Wednesday, November 27, 2013

Can I Go Too?

One summer when I was young, probably 1967 or 1968, I and a bunch of my friends and acquaintances from Butler High School went camping.

I’m thinking that this was in 1968.  This was just after we had graduated from high school and shortly before many of us would be leaving for jobs, various colleges or military service (this was during the Vietnam era), so it was a sort of last fling.  Most of the campers on this particular trip were from my “Class of 1968” but there were a number of "69ers” – the class behind us – there too.

Our camping spot was in a little depression, a glen or hollow, north of Kershner Road, between Dogleg and Fredrick Pikes.  You took about a quarter mile or so drive up a dirt road.  When you got to the spot, you’d have thought that you were a lot further from “civilization” than you actually were as you could see no signs of any homes or buildings. I’m not sure how we happened to get this spot, I think the land belonged to someone’s family or relative.

I'd guess we were camped just about where the yellow circle is.
The group was all guys and we were a pretty tame bunch.  Someone might have brought some beer, but I’m not sure of this (and if there had been any, it would have been 3.2 – the low alcohol content type).  There were definitely no drugs.

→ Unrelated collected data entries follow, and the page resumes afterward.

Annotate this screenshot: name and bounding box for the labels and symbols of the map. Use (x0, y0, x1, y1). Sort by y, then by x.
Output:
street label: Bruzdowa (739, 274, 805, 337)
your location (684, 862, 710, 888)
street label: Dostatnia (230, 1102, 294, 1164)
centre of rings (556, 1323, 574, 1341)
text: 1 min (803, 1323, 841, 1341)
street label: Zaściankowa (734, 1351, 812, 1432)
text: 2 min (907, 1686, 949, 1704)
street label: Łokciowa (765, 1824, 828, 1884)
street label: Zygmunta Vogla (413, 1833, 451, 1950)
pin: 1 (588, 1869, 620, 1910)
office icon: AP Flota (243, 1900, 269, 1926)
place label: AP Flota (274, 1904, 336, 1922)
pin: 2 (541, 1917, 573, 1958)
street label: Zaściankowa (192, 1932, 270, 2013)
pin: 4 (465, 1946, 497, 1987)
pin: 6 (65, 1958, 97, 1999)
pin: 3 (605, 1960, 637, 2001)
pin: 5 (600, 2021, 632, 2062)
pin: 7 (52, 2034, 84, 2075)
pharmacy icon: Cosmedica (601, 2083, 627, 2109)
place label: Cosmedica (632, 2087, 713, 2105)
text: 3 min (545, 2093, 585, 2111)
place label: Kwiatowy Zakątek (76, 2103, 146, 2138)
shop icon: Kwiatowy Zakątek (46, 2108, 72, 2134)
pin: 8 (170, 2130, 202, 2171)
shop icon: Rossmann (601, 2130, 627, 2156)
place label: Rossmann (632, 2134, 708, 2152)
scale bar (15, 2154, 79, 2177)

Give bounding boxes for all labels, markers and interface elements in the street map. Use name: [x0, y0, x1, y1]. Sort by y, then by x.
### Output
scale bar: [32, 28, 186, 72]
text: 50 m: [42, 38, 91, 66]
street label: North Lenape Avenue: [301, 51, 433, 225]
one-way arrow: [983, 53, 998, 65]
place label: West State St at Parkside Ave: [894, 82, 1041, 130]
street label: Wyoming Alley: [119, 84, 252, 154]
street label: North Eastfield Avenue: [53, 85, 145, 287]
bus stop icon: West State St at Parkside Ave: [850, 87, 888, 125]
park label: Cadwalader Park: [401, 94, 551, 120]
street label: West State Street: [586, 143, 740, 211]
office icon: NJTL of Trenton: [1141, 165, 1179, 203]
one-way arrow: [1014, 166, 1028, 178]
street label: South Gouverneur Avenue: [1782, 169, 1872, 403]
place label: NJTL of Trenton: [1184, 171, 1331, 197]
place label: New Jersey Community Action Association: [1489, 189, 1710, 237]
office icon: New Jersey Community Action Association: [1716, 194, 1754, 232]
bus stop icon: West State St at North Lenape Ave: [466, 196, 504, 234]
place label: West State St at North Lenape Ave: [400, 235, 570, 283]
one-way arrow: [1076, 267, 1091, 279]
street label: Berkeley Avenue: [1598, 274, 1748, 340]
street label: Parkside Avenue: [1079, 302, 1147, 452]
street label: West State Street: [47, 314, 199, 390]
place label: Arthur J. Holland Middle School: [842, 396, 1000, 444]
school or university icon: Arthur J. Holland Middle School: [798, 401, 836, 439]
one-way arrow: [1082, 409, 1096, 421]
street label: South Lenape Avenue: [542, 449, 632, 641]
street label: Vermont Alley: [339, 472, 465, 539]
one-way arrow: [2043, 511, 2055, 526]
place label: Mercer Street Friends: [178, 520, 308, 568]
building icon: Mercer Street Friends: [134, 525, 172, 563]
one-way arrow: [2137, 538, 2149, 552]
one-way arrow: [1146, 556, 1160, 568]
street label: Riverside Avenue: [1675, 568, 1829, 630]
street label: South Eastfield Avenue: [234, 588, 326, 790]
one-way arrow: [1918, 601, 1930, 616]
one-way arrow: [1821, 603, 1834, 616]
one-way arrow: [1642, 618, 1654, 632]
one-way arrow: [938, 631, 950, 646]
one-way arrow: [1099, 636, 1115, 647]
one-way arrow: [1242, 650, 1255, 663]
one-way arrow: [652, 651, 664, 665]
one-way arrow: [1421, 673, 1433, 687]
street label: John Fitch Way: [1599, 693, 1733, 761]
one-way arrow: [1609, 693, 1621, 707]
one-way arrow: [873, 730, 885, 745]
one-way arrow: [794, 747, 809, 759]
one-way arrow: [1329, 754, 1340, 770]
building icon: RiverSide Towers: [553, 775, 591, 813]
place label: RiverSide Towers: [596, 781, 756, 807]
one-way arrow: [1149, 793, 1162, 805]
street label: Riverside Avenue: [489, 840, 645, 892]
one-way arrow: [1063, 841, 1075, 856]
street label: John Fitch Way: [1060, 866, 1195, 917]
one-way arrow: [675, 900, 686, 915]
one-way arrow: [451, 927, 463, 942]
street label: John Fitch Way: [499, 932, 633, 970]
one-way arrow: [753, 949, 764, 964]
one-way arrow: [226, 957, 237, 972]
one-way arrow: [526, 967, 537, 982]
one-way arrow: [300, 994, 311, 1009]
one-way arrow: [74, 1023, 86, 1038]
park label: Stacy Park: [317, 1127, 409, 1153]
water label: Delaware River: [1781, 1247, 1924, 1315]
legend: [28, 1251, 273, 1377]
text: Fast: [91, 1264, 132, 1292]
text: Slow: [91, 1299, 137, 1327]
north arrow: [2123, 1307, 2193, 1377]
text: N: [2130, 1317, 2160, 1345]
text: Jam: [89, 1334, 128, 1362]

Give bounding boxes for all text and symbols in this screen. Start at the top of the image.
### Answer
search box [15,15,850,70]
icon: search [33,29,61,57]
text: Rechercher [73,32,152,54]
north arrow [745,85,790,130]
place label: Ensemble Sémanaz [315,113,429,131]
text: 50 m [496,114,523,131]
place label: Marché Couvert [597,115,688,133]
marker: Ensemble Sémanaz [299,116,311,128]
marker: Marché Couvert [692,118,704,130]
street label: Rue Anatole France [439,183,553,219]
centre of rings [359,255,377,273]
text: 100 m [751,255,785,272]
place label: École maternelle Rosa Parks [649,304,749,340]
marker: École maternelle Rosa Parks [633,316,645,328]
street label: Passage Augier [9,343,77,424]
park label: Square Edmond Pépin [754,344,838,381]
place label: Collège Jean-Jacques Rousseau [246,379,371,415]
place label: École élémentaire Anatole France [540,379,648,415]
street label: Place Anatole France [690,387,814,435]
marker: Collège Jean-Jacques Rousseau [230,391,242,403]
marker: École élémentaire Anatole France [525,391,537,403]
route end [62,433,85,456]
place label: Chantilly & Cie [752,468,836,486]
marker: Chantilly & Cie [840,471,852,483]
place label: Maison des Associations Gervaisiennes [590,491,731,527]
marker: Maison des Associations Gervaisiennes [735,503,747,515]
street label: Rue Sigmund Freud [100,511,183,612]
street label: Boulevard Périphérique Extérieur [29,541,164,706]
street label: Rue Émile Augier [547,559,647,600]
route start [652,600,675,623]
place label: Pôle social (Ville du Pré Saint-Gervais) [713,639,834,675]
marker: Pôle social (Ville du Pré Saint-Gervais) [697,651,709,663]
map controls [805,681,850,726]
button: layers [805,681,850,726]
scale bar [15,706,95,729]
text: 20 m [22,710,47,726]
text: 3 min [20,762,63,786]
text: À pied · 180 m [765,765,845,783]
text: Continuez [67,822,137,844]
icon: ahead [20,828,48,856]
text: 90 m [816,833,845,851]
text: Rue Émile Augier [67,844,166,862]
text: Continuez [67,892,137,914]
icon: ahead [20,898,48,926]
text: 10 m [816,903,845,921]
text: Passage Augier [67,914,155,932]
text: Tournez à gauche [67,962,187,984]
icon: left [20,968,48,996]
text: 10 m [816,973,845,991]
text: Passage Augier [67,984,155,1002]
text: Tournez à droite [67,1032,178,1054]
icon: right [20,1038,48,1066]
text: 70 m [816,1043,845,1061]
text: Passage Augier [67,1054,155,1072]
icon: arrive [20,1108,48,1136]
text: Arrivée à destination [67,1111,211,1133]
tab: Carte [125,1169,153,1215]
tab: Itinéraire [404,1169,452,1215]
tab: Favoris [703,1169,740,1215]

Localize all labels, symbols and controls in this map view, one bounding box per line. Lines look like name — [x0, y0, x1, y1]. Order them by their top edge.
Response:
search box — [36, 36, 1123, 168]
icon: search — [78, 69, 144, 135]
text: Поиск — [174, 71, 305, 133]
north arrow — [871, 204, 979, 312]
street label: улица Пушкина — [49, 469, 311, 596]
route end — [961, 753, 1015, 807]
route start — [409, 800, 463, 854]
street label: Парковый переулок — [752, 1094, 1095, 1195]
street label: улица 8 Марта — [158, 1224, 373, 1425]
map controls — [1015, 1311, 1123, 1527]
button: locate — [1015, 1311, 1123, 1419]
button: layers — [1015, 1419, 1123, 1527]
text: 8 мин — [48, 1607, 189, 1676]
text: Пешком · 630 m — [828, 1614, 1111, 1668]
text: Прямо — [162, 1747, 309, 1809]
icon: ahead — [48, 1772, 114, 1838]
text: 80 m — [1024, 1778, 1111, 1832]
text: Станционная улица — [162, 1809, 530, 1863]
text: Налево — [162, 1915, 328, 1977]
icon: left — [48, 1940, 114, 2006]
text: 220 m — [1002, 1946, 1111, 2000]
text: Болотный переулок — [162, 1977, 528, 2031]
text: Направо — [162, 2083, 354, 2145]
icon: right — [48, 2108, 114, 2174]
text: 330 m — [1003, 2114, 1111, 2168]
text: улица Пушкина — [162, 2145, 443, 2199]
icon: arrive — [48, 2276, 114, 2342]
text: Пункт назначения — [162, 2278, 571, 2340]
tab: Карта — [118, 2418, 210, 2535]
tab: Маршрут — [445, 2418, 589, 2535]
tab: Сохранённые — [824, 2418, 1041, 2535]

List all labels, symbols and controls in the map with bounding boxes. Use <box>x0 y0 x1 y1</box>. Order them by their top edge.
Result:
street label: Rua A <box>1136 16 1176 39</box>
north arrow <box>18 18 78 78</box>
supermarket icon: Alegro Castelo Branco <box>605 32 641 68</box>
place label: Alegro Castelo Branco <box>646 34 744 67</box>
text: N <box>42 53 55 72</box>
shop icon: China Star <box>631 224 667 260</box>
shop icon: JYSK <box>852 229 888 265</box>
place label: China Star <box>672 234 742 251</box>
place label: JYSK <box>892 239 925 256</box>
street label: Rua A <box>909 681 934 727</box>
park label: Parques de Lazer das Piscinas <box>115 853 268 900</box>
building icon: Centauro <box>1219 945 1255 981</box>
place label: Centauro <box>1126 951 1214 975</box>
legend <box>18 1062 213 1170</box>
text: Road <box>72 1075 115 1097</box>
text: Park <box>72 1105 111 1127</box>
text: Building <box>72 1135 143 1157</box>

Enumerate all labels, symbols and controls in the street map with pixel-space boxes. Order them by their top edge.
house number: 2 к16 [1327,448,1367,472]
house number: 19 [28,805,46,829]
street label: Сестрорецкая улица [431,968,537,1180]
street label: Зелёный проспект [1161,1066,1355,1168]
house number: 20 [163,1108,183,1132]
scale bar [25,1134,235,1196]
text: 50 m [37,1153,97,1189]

So we were talking and joking with one another around the campfire.  I remember that we walked over to an abandoned farm house which we’d been told to avoid.

I’m trying to remember who was there.  George Moore, Steve Schieltz, Larry Schieltz, Ron Stapleton, Jack Hopkins, Dale Dalrymple, Monte Henderson, Tom Hertlein.  There were quite few others.  I guess about 10 or 12 guys altogether.

I also remember that the Father of Nancy Knuge, a girl in the Class ahead of us, ’67, visited us.  They lived on Frederick and I guess he heard us or maybe saw the campfire.  He was very pleasant, stayed and talked for a while.  I’m sure he was just checking us out.

Anyhow, getting to the point of this story, during the evening we had used up most of the firewood.  A couple of the guys dragged a log into camp.  One of them decided to cut it into smaller pieces and began chopping it with an ax.

Well it only took him four or five swings before the ax ricocheted off the log and into Larry Schieltz’s leg.  A good sized flap of skin and muscle was seen looking through the large slit in his pants’ leg.  He wasn’t in a huge amount of pain, but it was obvious that he would need medical treatment.  There was a car parked quite close, I think it was George Moore’s.  A bunch of guys quickly piled into the vehicle.  The driver started the motor and the car began to move out.

Then a voice was heard.  Somewhat meekly, as though the speaker didn’t really want to bother anyone, but still feeling the need to have his say, he said, “Can I go too?”

All eyes turned toward the speaker.  Why did this person want to go?  Didn’t he know this was an emergency?  That there was no time for fooling around?

Many of us were stunned when we saw who the speaker was.  Yes, it was Larry!  Apparently the injury to his leg had slowed him down to the point where he was unable to move fast enough to get a seat before the car left.

The driver stopped the car and the other passengers sheepishly got out.  Yes, they had filled every available seat.  Larry got in and they went off to, I think, Good Samaritan Hospital.

They were back a few hours later.  The injury wasn’t serious.  They’d taken a few stitches and Larry was fine.

Probably the most serious and lingering injury was to the axe man – he was teased much after that and even got the frequently used nickname of “Hack.”   I remember hearing him addressed by that name by people who I’m sure had no idea why he was called that.